For now you’ll want to use “seamless travel”, which keeps network connections alive between server/clients while loading the next map/level. On the AGameMode there is a boolean “bUseSeamlessTravel”, that will make sure calls to ServerTravel will go a different path when loading maps. Seamless travel basically loads a small map as a transition so that it can garbage collect the previous map. It then continues to load the destination map afterward. This way, we can prevent a memory high watermark and possible out of memory conditions on limited memory platforms (ie console). You’ll need to specify a small transition map in DefaultEngine.ini

[/Script/EngineSettings.GameMapsSettings]
TransitionMap=/Game/Maps/SmallTransitionMap

With seamless travel, there is a call GetSeamlessTravelActorList which will allow you to add actors to an array of AActors to preserve between levels.
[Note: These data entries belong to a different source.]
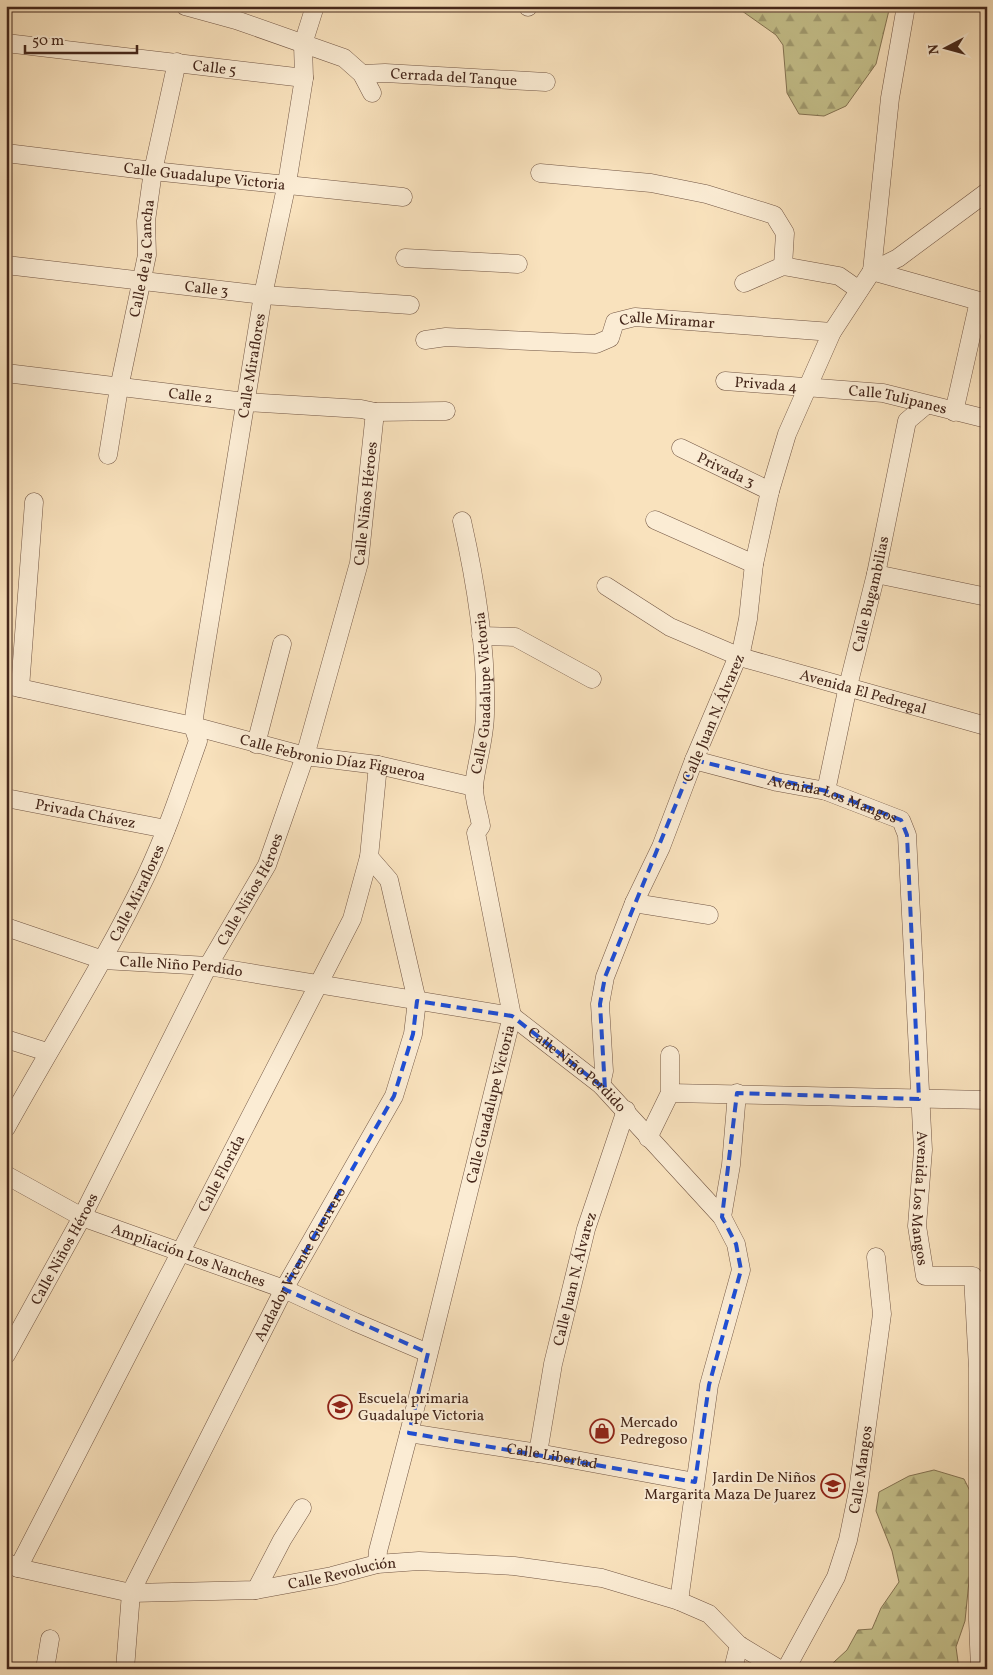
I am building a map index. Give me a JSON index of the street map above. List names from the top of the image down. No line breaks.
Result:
{"streets":{"street":["Calle 5","Cerrada del Tanque","Calle Guadalupe Victoria","Calle de la Cancha","Calle 3","Calle Miramar","Calle Miraflores","Privada 4","Calle 2","Calle Tulipanes","Privada 3","Calle Niños Héroes","Calle Bugambilias","Avenida El Pedregal","Calle Juan N. Álvarez","Calle Febronio Díaz Figueroa","Avenida Los Mangos","Privada Chávez","Calle Niño Perdido","Calle Florida","Ampliación Los Nanches","Andador Vicente Guerrero","Calle Libertad","Calle Mangos","Calle Revolución"]},"crossings":[["Calle 5","Calle de la Cancha"],["Calle 5","Calle Miraflores"],["Calle Guadalupe Victoria","Calle de la Cancha"],["Calle Guadalupe Victoria","Calle Miraflores"],["Calle Guadalupe Victoria","Calle Febronio Díaz Figueroa"],["Calle Guadalupe Victoria","Calle Niño Perdido"],["Calle Guadalupe Victoria","Ampliación Los Nanches"],["Calle Guadalupe Victoria","Calle Libertad"],["Calle Guadalupe Victoria","Calle Revolución"],["Calle de la Cancha","Calle 3"],["Calle de la Cancha","Calle 2"],["Calle 3","Calle Miraflores"],["Calle Miramar","Calle Juan N. Álvarez"],["Calle Miraflores","Calle 2"],["Calle Miraflores","Calle Febronio Díaz Figueroa"],["Calle Miraflores","Privada Chávez"],["Calle Miraflores","Calle Niño Perdido"],["Privada 4","Calle Tulipanes"],["Privada 4","Calle Juan N. Álvarez"],["Calle 2","Calle Niños Héroes"],["Calle Tulipanes","Calle Juan N. Álvarez"],["Privada 3","Calle Juan N. Álvarez"],["Calle Niños Héroes","Calle Febronio Díaz Figueroa"],["Calle Niños Héroes","Calle Niño Perdido"],["Calle Niños Héroes","Ampliación Los Nanches"],["Calle Bugambilias","Avenida El Pedregal"],["Calle Bugambilias","Avenida Los Mangos"],["Avenida El Pedregal","Calle Juan N. Álvarez"],["Calle Juan N. Álvarez","Avenida Los Mangos"],["Calle Juan N. Álvarez","Calle Niño Perdido"],["Calle Juan N. Álvarez","Calle Libertad"],["Calle Febronio Díaz Figueroa","Calle Florida"],["Calle Niño Perdido","Calle Florida"],["Calle Niño Perdido","Andador Vicente Guerrero"],["Calle Niño Perdido","Calle Libertad"],["Calle Niño Perdido","Calle Revolución"],["Calle Florida","Ampliación Los Nanches"],["Calle Florida","Andador Vicente Guerrero"],["Calle Florida","Calle Revolución"],["Ampliación Los Nanches","Andador Vicente Guerrero"],["Andador Vicente Guerrero","Calle Revolución"]],"places":{"school or university":["Escuela primaria Guadalupe Victoria","Jardin De Niños Margarita Maza De Juarez"],"shop":["Mercado Pedregoso"]},"scale_bar":"50 m","north":"left"}
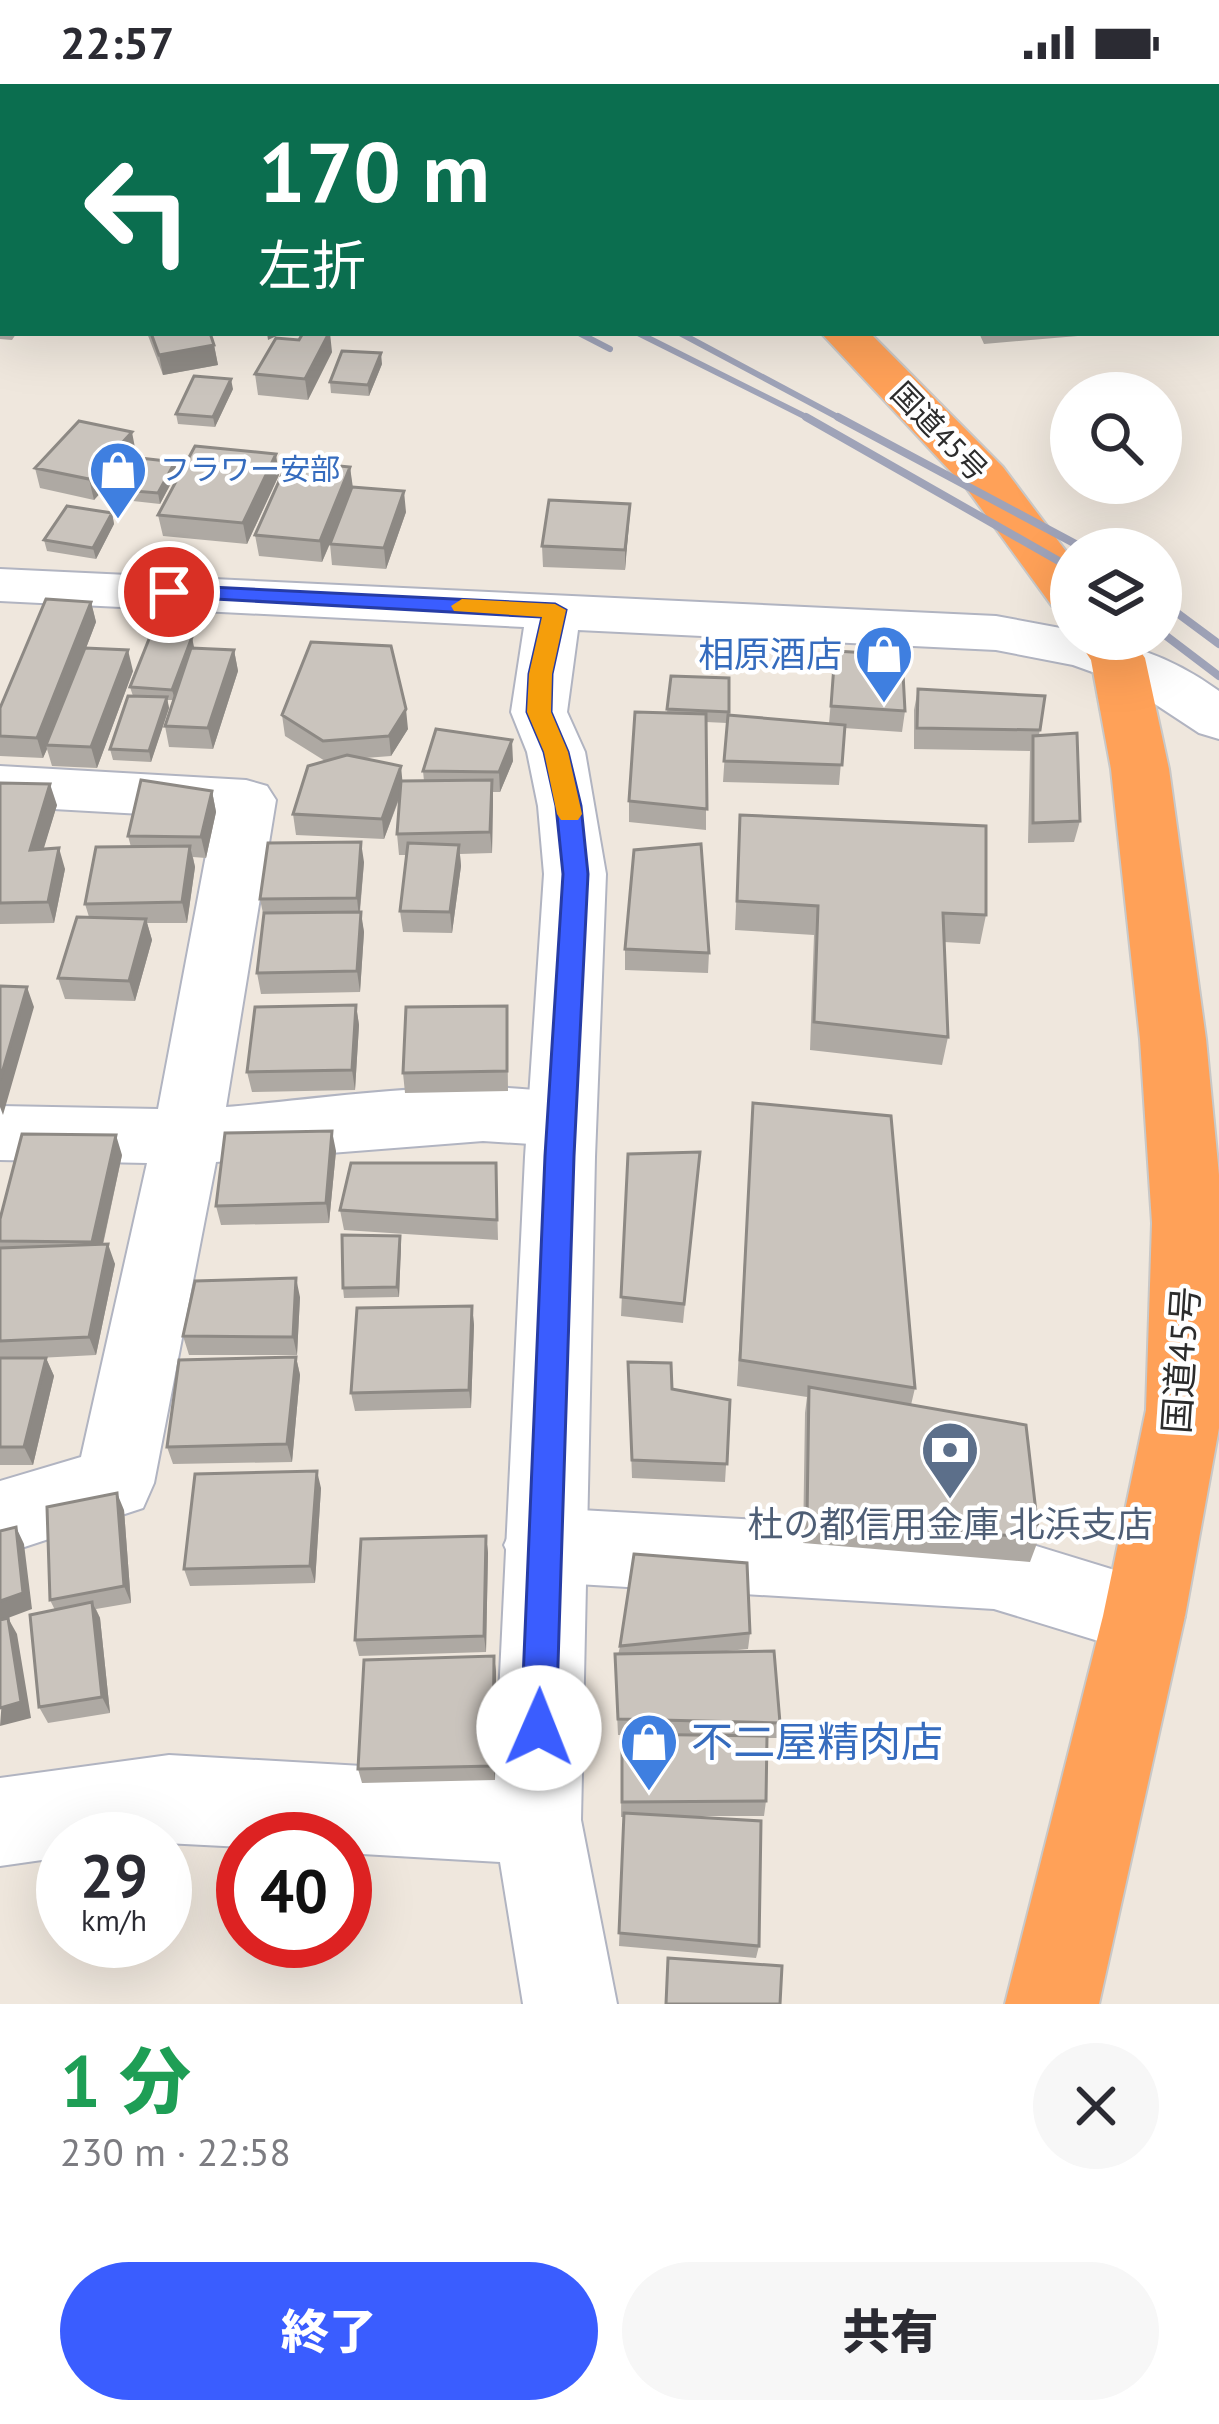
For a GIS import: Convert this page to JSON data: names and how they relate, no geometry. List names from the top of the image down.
{
  "streets": {
    "highway": ["国道45号"]
  },
  "places": {
    "shop": ["フラワー安部", "相原酒店", "不二屋精肉店"],
    "bank": ["杜の都信用金庫 北浜支店"]
  },
  "page": {
    "status": "22:57",
    "turn": ["170 m", "左折"],
    "speed": "29 km/h",
    "limit": "40",
    "heading": ["1 分", "230 m · 22:58"],
    "buttons": ["終了", "共有"]
  }
}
It guarantees they won’t garbage collected and will be “renamed” into the next level. I don’t know why it’s called Rename, but basically it moves the AActor into the next UWorld and in fact the name does change (the FName gets its _ number incremented).

Now, not many things get preserved across travel, the point being that whatever object had a pointer to the object you’re preserving is probably getting garbage collected, so the direct reference to your AActor is going to be lost. APlayerController typically survives longer than other AActors (unless the class of controller is changing). You can always do a TActorIterator<ClassToSave> to find the object(s) again and reestablish the linkage. There are a couple of places at this transition where you still have the old AGameMode and AGameState and could theoretically hand off a pointer, but I just looked and it isn’t well exposed in an overload fashion (ie you’d have to modify the engine code a little).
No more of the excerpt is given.